[Exercise prompt] Lines from the listing that hold the string "tools" are what you should return.

Segment Open

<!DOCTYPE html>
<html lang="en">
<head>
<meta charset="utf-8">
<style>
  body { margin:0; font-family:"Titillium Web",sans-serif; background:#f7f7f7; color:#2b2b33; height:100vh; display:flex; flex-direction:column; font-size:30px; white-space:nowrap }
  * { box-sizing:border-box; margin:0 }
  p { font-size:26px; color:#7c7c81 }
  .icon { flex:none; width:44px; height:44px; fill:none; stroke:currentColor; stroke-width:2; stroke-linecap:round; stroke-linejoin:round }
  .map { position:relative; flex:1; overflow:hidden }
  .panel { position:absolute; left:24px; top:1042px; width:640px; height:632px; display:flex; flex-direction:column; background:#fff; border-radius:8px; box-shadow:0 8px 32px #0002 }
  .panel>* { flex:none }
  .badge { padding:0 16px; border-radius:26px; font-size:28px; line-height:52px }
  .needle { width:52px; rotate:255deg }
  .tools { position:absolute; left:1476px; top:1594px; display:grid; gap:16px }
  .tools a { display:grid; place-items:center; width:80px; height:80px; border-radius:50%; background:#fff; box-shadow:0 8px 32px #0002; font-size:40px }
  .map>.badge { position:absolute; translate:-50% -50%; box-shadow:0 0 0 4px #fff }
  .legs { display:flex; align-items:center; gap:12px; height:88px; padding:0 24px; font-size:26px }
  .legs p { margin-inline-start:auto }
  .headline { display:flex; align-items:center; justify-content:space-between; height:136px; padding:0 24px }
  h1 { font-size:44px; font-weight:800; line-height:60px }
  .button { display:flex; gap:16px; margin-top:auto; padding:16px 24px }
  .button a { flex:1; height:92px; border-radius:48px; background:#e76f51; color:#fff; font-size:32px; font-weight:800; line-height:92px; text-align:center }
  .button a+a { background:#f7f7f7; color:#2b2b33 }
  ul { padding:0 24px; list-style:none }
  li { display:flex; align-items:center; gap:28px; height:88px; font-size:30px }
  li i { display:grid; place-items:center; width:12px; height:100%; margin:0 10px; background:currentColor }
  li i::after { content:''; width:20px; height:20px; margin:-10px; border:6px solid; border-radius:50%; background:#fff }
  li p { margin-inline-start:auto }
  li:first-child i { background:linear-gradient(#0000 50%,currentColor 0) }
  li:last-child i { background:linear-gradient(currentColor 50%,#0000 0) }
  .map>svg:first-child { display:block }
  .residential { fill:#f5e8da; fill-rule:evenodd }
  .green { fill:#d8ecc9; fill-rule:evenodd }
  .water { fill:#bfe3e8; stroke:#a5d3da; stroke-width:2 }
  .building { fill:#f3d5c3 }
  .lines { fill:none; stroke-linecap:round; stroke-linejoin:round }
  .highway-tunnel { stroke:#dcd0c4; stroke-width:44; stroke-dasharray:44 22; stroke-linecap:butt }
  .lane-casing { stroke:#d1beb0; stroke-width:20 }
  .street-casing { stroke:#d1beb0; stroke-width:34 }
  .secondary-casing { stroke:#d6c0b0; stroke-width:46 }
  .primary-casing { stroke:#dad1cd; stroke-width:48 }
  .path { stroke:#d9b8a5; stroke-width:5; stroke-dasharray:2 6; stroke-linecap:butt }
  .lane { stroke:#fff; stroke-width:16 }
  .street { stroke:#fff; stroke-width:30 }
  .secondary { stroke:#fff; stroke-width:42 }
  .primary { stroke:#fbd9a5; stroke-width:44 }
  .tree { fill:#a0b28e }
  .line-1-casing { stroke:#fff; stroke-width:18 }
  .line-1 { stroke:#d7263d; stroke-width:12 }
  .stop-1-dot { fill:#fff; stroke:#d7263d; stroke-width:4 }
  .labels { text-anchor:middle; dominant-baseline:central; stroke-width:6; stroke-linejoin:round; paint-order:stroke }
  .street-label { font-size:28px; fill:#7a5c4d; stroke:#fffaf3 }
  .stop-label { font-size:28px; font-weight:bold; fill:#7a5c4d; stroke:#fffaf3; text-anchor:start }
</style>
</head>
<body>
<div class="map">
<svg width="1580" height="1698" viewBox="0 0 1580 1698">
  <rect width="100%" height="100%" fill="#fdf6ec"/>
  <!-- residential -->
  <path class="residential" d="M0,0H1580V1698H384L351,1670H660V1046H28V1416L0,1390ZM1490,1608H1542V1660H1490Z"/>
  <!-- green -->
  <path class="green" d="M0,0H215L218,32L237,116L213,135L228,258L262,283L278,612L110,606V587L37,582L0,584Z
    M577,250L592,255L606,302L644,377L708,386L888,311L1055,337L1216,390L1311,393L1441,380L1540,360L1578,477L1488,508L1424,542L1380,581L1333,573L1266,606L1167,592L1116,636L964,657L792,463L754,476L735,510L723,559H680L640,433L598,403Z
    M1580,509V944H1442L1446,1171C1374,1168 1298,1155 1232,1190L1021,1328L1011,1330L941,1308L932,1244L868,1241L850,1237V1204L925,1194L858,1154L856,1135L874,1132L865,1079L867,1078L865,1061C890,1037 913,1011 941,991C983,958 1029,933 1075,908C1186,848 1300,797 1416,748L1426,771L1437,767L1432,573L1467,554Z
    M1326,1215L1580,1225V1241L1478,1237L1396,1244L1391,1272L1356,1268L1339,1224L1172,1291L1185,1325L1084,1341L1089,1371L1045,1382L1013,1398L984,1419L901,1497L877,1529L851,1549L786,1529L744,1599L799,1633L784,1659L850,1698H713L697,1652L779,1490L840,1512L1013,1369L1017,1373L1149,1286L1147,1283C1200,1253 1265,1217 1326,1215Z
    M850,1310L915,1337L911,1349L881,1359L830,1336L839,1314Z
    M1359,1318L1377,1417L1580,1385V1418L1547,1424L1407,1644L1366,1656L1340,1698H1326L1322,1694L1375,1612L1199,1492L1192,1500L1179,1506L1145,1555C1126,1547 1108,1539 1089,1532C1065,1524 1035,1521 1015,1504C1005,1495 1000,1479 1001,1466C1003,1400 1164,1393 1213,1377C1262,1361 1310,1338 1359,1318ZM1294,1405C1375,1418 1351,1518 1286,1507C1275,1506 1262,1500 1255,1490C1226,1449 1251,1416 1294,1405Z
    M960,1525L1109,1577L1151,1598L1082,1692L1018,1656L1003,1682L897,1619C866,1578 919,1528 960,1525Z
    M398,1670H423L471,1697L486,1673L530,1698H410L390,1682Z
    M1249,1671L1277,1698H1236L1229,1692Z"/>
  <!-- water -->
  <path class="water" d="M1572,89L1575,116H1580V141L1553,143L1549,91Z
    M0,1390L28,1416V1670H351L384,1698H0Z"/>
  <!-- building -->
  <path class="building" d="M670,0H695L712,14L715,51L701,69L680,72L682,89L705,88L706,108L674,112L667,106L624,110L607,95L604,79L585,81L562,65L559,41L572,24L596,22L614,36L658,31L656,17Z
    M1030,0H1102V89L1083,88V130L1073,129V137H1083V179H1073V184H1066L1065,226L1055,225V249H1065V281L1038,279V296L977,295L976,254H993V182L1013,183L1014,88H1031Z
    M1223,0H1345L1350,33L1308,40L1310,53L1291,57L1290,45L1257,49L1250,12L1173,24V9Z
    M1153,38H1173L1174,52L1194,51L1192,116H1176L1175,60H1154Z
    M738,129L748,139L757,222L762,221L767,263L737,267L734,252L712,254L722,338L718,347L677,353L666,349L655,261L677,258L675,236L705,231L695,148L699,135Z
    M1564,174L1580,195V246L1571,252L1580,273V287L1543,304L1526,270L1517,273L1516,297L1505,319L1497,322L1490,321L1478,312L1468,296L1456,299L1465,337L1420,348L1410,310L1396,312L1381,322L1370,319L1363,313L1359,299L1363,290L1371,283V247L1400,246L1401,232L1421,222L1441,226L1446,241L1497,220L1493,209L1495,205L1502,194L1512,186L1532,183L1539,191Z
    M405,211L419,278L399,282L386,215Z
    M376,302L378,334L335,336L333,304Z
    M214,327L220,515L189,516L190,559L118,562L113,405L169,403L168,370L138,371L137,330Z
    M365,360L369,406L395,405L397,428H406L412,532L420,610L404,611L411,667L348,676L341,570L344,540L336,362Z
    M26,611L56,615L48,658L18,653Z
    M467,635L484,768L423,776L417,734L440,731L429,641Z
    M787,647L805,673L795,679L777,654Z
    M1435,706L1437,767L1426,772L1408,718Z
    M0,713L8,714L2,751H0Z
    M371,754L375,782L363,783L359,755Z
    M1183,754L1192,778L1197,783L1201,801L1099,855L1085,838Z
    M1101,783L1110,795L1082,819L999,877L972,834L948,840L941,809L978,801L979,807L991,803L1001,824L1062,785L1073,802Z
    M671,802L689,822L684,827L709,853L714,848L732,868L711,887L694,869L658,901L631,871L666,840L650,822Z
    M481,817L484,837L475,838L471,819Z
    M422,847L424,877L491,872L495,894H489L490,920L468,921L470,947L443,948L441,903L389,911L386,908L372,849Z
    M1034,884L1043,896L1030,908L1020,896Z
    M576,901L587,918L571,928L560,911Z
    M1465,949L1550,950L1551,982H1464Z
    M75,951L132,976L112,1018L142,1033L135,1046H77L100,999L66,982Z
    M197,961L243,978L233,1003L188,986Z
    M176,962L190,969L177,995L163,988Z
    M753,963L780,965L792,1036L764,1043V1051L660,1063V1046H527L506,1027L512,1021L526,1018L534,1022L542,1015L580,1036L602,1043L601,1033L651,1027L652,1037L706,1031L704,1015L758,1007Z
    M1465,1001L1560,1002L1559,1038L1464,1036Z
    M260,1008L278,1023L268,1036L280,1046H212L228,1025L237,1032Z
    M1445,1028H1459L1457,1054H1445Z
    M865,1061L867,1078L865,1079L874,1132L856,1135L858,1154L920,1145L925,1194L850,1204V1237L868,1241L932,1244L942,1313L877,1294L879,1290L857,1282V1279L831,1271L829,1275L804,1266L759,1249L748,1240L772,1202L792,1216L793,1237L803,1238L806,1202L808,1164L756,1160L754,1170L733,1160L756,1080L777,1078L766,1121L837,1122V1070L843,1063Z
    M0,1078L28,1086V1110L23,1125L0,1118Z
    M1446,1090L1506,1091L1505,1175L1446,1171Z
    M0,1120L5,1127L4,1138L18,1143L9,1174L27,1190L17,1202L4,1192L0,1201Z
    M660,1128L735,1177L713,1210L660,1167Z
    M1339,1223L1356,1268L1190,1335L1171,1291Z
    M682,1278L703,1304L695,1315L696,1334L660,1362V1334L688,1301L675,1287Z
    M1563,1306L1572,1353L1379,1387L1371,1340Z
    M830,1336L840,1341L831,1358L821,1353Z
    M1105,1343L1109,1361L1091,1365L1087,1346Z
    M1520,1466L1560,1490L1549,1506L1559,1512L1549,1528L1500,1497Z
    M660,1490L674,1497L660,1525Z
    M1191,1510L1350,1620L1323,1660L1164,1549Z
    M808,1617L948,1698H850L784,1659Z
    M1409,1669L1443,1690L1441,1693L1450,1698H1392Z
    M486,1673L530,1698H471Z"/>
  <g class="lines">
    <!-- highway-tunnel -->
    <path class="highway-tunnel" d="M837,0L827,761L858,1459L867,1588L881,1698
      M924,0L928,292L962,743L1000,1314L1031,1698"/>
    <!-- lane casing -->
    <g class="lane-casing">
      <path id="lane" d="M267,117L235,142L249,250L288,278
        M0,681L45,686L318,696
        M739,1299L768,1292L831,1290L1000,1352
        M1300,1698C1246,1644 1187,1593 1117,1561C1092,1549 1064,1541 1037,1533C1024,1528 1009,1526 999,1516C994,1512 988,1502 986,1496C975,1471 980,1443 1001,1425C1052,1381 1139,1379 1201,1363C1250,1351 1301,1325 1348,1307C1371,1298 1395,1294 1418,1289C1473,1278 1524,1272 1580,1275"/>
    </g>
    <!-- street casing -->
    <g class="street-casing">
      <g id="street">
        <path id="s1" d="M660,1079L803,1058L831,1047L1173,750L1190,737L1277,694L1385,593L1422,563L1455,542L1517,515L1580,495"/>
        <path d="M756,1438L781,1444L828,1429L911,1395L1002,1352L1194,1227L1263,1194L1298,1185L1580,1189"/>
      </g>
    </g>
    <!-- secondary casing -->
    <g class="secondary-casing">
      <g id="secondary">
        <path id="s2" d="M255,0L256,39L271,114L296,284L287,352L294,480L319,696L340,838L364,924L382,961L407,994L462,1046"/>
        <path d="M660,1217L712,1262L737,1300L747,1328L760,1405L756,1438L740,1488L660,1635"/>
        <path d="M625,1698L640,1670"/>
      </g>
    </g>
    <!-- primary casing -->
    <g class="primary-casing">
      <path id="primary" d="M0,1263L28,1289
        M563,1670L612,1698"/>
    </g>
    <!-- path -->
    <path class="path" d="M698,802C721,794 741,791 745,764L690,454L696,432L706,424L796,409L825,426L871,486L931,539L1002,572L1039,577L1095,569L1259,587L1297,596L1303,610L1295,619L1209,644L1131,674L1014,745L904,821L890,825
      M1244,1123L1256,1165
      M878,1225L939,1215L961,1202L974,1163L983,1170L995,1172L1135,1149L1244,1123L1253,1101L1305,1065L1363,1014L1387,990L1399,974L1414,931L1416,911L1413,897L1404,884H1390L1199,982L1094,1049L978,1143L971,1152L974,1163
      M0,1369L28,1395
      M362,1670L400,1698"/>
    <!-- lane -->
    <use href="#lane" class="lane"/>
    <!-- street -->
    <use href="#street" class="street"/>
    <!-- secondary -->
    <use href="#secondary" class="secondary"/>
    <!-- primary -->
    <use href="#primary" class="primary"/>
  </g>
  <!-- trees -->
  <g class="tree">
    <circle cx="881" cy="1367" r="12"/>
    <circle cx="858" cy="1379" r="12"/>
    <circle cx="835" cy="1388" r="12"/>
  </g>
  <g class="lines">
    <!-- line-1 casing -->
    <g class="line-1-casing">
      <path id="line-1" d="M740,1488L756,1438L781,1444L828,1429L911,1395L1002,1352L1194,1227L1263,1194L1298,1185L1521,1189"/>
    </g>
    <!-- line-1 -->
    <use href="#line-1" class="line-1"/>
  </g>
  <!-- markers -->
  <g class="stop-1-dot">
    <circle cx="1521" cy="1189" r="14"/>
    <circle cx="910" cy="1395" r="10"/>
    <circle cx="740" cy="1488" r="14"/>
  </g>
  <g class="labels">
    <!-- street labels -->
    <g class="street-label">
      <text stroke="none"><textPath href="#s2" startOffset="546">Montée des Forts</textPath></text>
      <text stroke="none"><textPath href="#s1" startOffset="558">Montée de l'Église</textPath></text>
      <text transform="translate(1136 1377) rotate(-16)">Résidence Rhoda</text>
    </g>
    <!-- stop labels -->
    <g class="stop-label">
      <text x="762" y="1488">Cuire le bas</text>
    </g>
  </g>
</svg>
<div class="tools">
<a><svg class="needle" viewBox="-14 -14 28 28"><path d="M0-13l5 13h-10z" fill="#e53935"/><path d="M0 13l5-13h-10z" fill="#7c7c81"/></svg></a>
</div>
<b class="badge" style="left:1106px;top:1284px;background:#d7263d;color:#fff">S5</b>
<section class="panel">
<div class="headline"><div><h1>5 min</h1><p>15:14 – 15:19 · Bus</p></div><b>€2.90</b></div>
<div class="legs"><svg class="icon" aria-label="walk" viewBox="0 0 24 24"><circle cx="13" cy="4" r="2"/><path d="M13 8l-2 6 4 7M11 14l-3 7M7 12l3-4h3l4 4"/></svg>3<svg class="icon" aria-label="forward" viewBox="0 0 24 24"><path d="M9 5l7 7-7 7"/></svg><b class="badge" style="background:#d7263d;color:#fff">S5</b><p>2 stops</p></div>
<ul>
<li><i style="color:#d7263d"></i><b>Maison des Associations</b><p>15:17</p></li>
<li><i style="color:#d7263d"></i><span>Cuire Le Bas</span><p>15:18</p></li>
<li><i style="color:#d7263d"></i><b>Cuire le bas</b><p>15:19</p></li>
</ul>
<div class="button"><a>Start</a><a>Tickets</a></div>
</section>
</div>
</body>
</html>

Segment Closed

[Problem solution]
  .tools { position:absolute; left:1476px; top:1594px; display:grid; gap:16px }
  .tools a { display:grid; place-items:center; width:80px; height:80px; border-radius:50%; background:#fff; box-shadow:0 8px 32px #0002; font-size:40px }
<div class="tools">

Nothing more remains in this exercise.